Que s’est-il passé ?

    Arrêt de la Cour de cassation, Chambre civile 2 n°22.10357, 16 novembre 2023

    Lors d’une prise de poste, un chauffeur livreur alerte son employeur sur son état de fatigue particulier ce jour-là, ayant dû conduire la veille son fils aux urgences pédiatriques, ce qui a entraîné un manque de repos. Il prend néanmoins la route pour effectuer sa tournée et est victime d’un accident avec le véhicule de l’entreprise.

    L’accident étant pris en charge par la CPAM comme accident du travail, le salarié demande la reconnaissance de la faute inexcusable de son employeur. Pour fonder cette demande, il justifie son état de fatigue ayant entraîné l’accident par la production d’une ordonnance des urgences pédiatriques datée de la veille de l’accident, et fournit deux attestations émanant de collègues, et une attestation de son employeur. Il estime ainsi que l’employeur avait connaissance du risque auquel était exposé le salarié.

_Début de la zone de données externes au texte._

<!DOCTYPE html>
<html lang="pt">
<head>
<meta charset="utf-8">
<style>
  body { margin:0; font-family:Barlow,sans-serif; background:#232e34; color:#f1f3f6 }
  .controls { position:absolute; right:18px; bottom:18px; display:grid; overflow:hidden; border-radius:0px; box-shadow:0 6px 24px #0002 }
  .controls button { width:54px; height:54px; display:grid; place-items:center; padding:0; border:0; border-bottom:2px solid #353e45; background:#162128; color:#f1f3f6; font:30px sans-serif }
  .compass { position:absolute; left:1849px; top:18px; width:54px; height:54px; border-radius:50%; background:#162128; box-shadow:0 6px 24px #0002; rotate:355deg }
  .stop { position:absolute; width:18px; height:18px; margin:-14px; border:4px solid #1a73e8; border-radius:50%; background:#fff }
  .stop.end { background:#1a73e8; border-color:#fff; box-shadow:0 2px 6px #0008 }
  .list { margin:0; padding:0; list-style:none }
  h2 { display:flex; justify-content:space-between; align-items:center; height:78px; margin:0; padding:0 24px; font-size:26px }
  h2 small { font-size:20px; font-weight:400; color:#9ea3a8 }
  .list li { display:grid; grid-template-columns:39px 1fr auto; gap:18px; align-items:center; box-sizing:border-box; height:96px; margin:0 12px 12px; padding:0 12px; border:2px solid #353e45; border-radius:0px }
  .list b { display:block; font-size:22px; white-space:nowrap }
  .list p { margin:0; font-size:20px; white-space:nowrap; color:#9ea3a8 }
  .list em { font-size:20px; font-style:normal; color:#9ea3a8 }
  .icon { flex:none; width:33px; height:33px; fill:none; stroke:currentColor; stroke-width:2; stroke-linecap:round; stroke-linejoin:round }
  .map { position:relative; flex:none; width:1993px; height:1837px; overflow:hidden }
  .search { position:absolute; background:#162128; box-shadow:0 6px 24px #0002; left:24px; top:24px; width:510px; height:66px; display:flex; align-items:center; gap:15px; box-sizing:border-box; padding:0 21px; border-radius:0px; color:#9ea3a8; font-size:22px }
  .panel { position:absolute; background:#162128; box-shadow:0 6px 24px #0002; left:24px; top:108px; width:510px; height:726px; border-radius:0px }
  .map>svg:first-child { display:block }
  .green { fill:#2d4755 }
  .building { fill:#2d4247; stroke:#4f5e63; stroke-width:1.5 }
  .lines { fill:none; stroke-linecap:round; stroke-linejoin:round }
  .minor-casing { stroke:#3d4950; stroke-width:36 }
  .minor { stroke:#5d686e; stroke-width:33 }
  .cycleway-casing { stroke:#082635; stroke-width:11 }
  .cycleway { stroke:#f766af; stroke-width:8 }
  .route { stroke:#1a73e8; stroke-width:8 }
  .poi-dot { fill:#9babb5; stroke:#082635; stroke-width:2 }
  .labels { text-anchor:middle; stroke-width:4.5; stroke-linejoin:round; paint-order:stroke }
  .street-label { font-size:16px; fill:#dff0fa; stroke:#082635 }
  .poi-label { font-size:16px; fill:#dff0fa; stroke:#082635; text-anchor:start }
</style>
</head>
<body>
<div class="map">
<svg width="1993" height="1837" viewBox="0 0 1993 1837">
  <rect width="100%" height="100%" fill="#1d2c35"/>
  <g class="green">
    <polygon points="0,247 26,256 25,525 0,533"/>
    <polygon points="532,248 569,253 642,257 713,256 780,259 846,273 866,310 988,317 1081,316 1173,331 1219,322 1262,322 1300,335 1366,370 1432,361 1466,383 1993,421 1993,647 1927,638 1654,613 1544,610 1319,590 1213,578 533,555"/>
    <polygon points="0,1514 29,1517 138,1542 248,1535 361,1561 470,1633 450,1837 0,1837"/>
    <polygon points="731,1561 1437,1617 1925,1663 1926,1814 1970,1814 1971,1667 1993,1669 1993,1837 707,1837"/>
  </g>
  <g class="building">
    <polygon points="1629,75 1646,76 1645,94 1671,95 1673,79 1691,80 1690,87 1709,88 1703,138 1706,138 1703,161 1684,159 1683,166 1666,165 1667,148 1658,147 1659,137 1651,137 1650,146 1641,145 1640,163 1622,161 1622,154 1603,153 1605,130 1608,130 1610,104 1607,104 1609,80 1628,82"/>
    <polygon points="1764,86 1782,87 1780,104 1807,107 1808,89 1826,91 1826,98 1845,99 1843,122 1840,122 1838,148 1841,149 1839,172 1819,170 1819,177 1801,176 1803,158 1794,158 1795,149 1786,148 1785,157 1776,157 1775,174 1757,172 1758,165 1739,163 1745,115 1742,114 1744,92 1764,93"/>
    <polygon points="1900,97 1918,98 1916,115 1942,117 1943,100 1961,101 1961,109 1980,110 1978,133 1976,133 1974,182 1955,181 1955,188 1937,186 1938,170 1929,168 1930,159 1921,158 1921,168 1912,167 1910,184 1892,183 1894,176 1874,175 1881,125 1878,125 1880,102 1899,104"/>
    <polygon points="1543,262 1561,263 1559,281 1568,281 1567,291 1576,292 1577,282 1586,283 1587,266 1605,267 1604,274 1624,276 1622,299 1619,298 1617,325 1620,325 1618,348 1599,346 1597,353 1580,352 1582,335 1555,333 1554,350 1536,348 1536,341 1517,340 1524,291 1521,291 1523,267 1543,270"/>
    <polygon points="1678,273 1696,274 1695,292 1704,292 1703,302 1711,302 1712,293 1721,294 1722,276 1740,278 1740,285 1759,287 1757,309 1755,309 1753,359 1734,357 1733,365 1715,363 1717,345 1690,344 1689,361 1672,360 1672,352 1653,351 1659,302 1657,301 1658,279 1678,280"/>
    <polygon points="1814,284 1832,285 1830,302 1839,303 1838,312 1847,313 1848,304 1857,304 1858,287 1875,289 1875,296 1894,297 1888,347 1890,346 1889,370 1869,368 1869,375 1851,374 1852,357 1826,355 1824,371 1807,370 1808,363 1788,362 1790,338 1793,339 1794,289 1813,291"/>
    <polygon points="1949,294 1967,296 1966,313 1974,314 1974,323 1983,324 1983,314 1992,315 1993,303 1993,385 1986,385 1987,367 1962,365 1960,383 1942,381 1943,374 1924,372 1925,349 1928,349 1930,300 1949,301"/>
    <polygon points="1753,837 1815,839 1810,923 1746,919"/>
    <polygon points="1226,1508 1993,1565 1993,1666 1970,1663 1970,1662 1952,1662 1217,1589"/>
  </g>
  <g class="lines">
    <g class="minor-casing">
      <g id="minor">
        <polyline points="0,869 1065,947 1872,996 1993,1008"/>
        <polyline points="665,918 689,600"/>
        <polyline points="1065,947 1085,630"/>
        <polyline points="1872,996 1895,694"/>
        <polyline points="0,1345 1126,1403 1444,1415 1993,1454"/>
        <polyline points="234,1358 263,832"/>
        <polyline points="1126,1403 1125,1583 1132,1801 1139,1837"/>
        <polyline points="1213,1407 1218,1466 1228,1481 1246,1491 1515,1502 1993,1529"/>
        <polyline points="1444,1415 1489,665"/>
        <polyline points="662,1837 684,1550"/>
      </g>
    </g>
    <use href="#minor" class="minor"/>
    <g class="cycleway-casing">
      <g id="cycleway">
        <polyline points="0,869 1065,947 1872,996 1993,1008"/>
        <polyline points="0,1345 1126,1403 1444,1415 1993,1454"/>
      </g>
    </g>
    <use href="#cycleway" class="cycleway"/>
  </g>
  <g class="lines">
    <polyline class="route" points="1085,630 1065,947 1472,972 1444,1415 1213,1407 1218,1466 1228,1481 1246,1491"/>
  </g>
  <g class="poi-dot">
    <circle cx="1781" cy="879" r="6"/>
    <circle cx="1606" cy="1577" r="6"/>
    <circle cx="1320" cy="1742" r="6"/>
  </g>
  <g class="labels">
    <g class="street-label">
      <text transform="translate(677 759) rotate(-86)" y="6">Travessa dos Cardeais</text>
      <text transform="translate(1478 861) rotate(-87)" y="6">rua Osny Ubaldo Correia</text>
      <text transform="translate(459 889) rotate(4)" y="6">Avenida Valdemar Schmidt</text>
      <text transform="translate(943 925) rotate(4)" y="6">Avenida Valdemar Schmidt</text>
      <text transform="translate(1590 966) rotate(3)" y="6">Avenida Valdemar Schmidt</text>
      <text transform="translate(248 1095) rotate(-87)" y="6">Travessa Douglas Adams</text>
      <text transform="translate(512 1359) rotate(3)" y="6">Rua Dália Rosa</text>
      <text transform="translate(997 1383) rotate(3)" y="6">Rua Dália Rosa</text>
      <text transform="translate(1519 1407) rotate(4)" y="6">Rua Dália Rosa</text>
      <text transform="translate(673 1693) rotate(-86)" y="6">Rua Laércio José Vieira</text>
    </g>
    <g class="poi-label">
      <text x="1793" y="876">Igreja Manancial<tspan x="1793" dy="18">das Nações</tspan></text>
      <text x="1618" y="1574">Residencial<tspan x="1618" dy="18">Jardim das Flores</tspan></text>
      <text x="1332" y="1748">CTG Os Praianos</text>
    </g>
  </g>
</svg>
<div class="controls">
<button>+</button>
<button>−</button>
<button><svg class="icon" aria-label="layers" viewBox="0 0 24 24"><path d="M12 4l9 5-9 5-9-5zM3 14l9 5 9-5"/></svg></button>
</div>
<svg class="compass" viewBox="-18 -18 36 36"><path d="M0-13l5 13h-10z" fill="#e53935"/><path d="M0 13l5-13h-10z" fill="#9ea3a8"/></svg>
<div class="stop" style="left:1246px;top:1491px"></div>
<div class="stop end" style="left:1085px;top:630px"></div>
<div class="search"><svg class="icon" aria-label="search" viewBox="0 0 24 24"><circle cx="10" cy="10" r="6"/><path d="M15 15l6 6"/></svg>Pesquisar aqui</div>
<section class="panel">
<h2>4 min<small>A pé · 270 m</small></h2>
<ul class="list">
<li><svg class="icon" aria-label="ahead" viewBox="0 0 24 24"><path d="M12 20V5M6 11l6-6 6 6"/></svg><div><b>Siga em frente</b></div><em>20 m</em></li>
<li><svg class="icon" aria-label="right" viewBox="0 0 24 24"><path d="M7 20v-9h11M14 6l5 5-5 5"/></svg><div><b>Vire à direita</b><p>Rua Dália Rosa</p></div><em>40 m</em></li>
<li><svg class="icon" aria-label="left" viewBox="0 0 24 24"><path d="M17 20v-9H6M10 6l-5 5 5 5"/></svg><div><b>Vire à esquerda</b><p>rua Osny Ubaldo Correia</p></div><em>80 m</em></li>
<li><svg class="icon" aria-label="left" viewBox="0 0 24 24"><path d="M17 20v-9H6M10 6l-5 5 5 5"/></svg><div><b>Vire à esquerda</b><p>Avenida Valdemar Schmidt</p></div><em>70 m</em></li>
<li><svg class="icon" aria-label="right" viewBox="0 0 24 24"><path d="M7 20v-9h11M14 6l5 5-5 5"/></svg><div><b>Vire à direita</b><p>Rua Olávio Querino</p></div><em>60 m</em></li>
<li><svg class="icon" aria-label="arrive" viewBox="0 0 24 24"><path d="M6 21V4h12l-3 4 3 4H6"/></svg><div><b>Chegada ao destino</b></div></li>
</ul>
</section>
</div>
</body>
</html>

    Le tribunal correctionnel rejette sa demande et le condamne pour violation manifestement délibérée d’une obligation de prudence prévue par la loi. En effet, le tribunal considère que l’accident du salarié était dû à son comportement illégal : franchissement d’une ligne continue, vitesse excessive eu égard aux circonstances de pluie notamment, dépassement sans visibilité suffisante à l’approche d’un virage. Le salarié fait appel de cette décision.

    La cour d’appel accueille sa demande de faute inexcusable au motif que le poste de chauffeur livreur nécessite un état de vigilance particulièrement soutenu eu égard aux risques encourus, et que le salarié avait signalé à son employeur son état de fatigue susceptible de le mettre en danger. Dès lors le bénéfice de la faute inexcusable est de droit.

    L’employeur forme un pourvoi en cassation considérant que le salarié aurait dû exercer son droit de retrait.

    La Cour de cassation approuve cependant la décision de la cour d’appel en indiquant qu’il n’y avait pas lieu de rechercher si le salarié avait exercé son droit de retrait et que le lien était établi entre la fatigue signalée par la victime et les fautes de conduite à l’origine de l’accident.

    Pourquoi cette décision ?

    La Cour de cassation, dans cet arrêt, rappelle que l’article L4131-4 du Code du travail stipule que le bénéfice de la faute inexcusable, prévu à l’article L452-1 du Code de la sécurité sociale, est de droit pour les travailleurs qui sont victimes d’un accident du travail ou d’une maladie professionnelle alors qu’eux-mêmes ou un représentant du personnel avaient signalé à l’employeur le risque qui s’est matérialisé.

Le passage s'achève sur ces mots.